Group Converts GroupMember attributes into ChannelPath attributes
Hybrid algorithm Allows different algorithms to be applied to different parts of the graph. Inserts operators at algorithm boundaries to transform the messages of one algorithm into messages suitable for another.
Message Transforms a model specified in terms of channels into the set of message passing operations required to perform inference in that model.
Message optimisation Removes duplicate messages or redundant message operations.
Loop cutting Splits for loops and promotes variables declared in loops to the top level.
Dependency analysis Determines dependencies between statements in the code.
Pruning Removes statements whose result is never used by an output, and removes updates whose result is uniform.
Iteration Creates while(true) loops around statement blocks with cyclic dependencies. Statements not in loops, and the loops themselves, are topologically sorted.

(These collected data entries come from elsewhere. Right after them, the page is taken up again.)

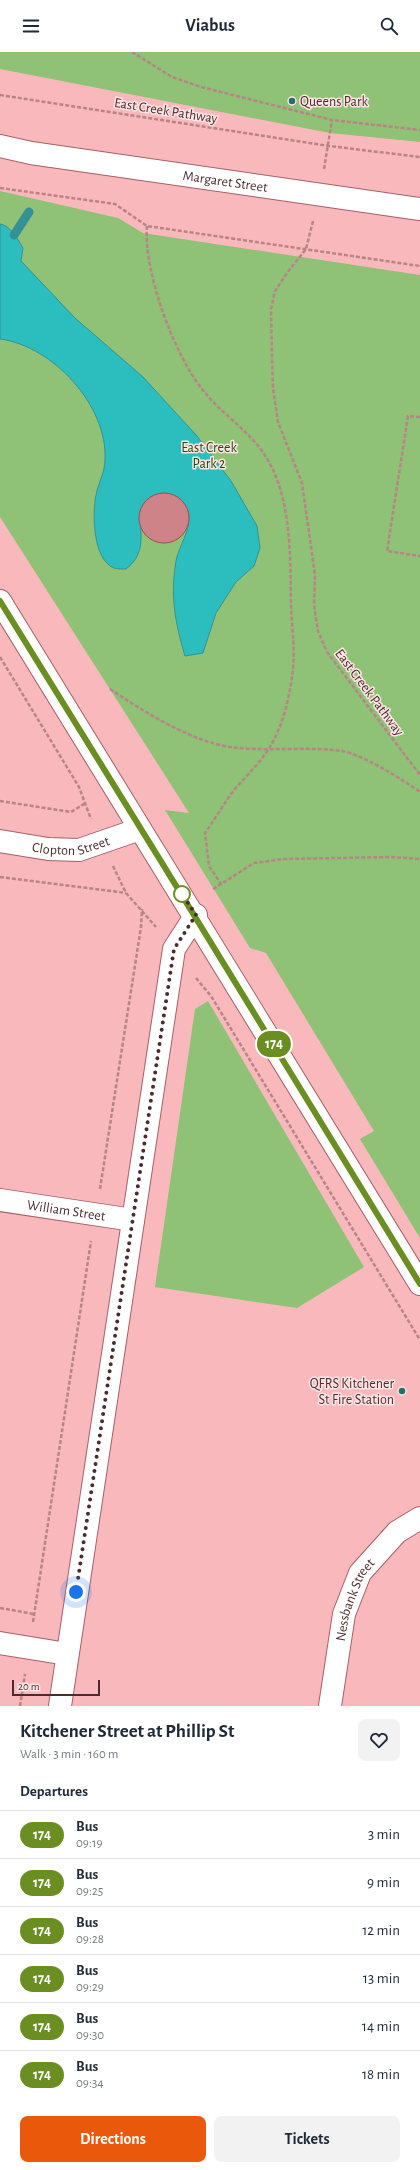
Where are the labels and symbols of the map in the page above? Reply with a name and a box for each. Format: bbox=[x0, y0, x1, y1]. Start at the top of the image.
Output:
place label: Queens Park bbox=[300, 95, 368, 109]
street label: East Creek Pathway bbox=[113, 96, 218, 126]
marker: Queens Park bbox=[287, 96, 297, 106]
street label: Margaret Street bbox=[182, 169, 269, 195]
park label: East Creek Park 2 bbox=[181, 441, 237, 471]
street label: East Creek Pathway bbox=[332, 647, 406, 738]
street label: Clopton Street bbox=[31, 834, 112, 858]
unlabelled marker bbox=[173, 885, 191, 903]
line badge: 174 bbox=[251, 1031, 297, 1057]
street label: William Street bbox=[26, 1198, 107, 1224]
place label: QFRS Kitchener St Fire Station bbox=[310, 1377, 394, 1407]
marker: QFRS Kitchener St Fire Station bbox=[397, 1386, 407, 1396]
street label: Nessbank Street bbox=[334, 1556, 378, 1642]
your location bbox=[66, 1582, 86, 1602]
scale bar bbox=[12, 1678, 100, 1697]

Scheduling Re-orders statements within while(true) loops to respect their dependency requirements.
Dead code elimination Post-optimization of the schedule. Removes statements whose result is never used.
Iterative process Converts an inference method into a class which implements IGeneratedAlgorithm. Promotes local variables to fields and places parts of the inference into different methods.
Loop merging Optimizes the generated code by merging consecutive for loops over the same range into one for loop.